## AIM OF THE TASK
Each line below that contains the word "from" must be copied.

## DATASET EXTRACT
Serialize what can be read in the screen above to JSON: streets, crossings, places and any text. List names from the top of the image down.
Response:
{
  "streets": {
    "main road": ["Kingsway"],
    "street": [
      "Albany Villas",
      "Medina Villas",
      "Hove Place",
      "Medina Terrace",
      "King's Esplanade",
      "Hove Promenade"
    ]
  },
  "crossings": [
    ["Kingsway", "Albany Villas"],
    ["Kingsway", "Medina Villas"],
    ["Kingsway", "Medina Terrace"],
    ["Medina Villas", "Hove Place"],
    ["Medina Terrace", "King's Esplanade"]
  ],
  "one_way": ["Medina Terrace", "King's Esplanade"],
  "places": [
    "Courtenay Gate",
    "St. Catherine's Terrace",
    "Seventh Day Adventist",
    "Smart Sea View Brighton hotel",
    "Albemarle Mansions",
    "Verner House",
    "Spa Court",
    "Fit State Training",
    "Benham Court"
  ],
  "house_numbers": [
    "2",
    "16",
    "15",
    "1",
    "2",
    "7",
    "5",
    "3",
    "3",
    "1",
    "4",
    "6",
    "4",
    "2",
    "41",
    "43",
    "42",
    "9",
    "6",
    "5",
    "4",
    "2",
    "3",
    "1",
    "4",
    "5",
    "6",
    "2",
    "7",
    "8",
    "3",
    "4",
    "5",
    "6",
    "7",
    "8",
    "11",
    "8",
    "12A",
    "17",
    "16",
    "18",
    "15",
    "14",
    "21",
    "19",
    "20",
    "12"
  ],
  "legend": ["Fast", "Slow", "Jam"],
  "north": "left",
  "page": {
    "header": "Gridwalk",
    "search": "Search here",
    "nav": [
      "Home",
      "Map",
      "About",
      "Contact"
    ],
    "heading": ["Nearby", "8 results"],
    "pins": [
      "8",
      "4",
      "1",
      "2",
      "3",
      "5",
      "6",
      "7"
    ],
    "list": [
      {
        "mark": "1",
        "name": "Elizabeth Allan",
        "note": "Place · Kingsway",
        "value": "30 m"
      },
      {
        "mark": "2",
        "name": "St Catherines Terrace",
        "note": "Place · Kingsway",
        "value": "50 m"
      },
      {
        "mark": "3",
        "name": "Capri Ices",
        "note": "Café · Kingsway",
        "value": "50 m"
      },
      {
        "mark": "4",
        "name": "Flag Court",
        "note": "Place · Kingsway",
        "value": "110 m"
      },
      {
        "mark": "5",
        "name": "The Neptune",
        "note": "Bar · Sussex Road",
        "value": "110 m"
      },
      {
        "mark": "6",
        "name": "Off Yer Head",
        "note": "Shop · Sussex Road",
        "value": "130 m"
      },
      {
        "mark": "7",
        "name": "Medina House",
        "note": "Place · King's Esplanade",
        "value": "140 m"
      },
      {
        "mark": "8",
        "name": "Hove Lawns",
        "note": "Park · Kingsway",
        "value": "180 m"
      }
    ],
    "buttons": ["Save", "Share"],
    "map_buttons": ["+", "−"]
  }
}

==

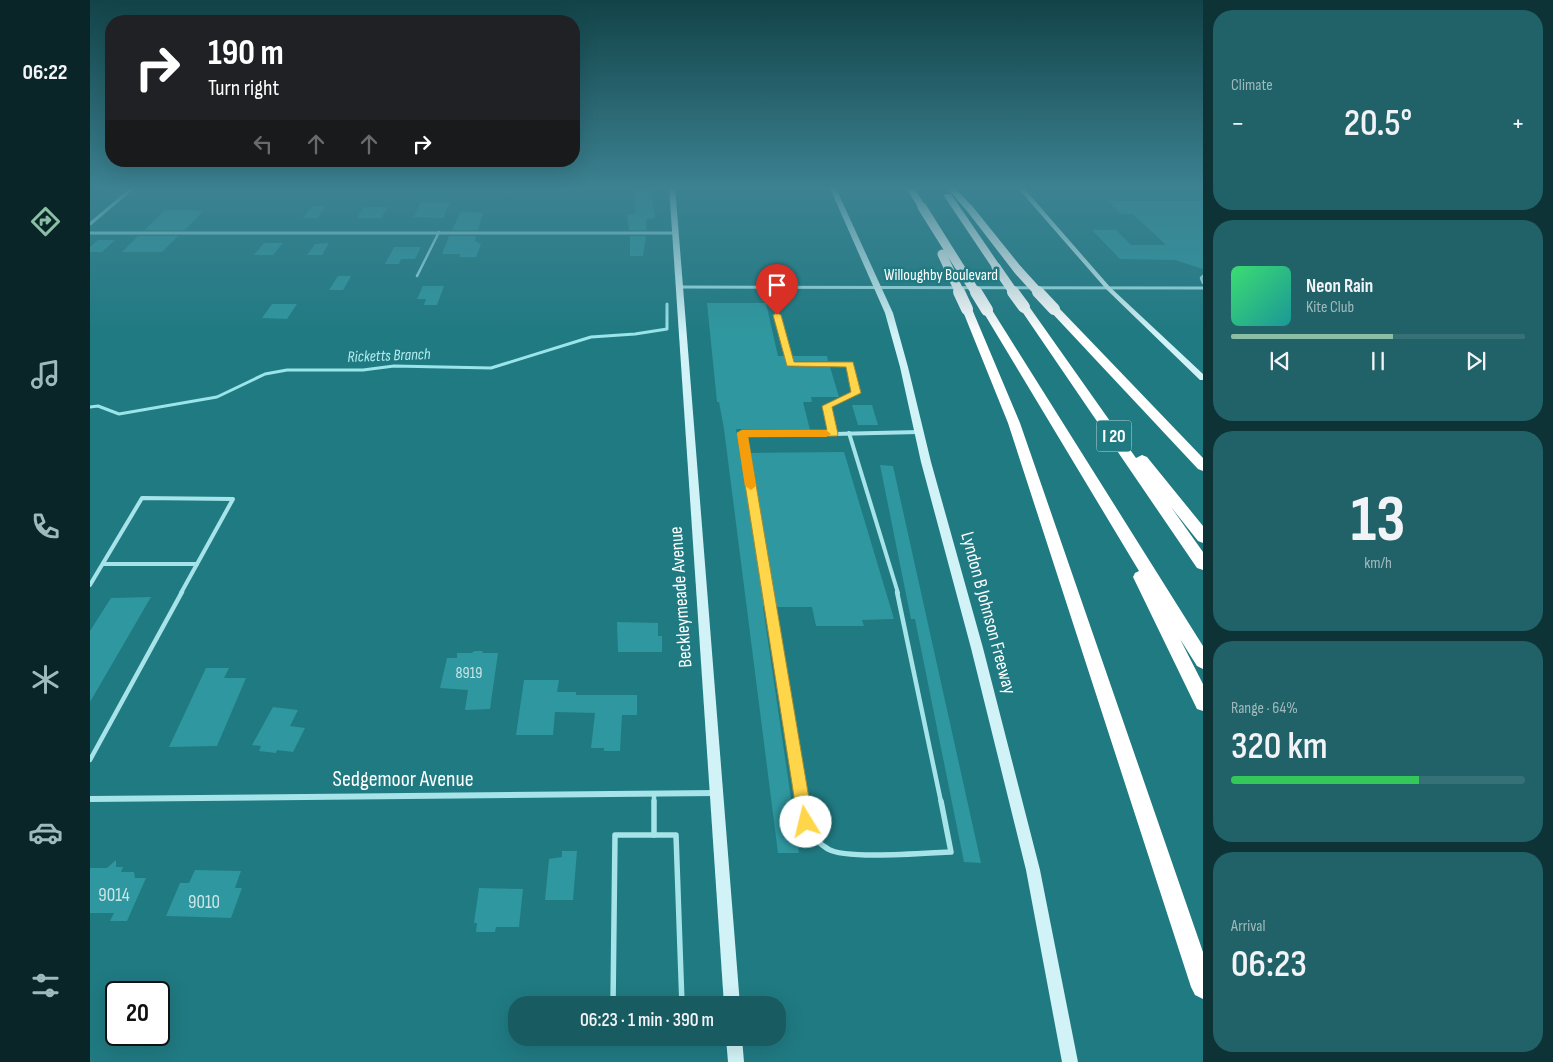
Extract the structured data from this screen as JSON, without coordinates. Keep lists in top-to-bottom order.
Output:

* * *

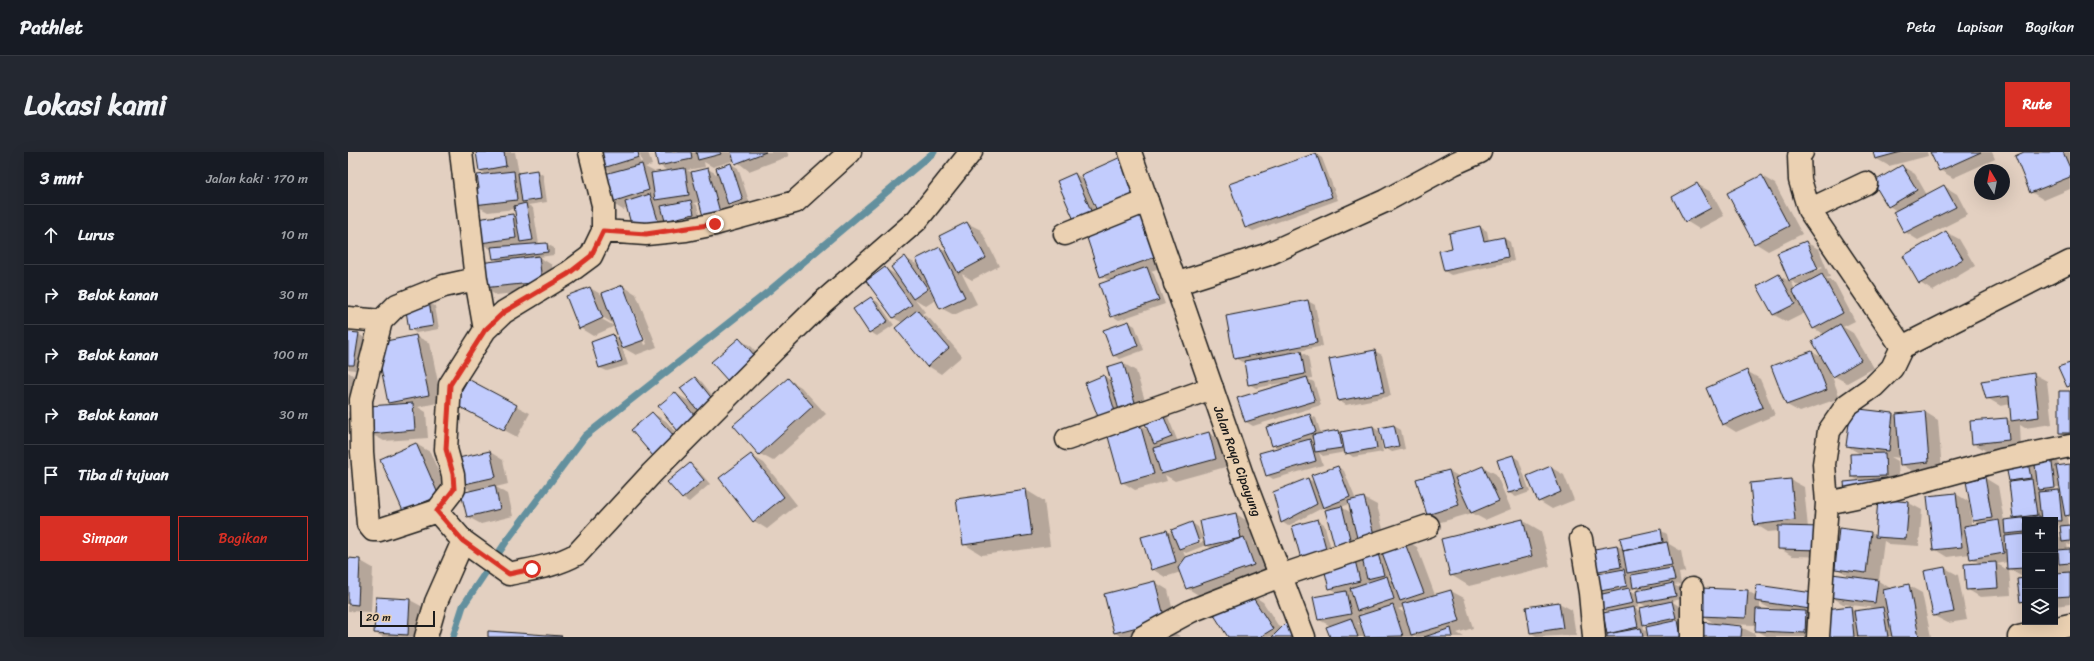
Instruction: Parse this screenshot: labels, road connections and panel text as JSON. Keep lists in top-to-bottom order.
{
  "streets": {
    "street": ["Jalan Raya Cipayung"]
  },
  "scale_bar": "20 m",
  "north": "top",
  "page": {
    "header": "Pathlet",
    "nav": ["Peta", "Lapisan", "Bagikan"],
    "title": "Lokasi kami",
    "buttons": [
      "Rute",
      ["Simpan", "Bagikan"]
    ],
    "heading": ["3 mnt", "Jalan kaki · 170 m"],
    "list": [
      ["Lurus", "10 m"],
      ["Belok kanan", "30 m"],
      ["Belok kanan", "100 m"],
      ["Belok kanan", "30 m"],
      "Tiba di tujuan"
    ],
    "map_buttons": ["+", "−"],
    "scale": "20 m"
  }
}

## ANSWER
Serialize what can be read in the screen above to JSON: streets, crossings, places and any text. List names from the top of the image down.
Extract the structured data from this screen as JSON, without coordinates. Keep lists in top-to-bottom order.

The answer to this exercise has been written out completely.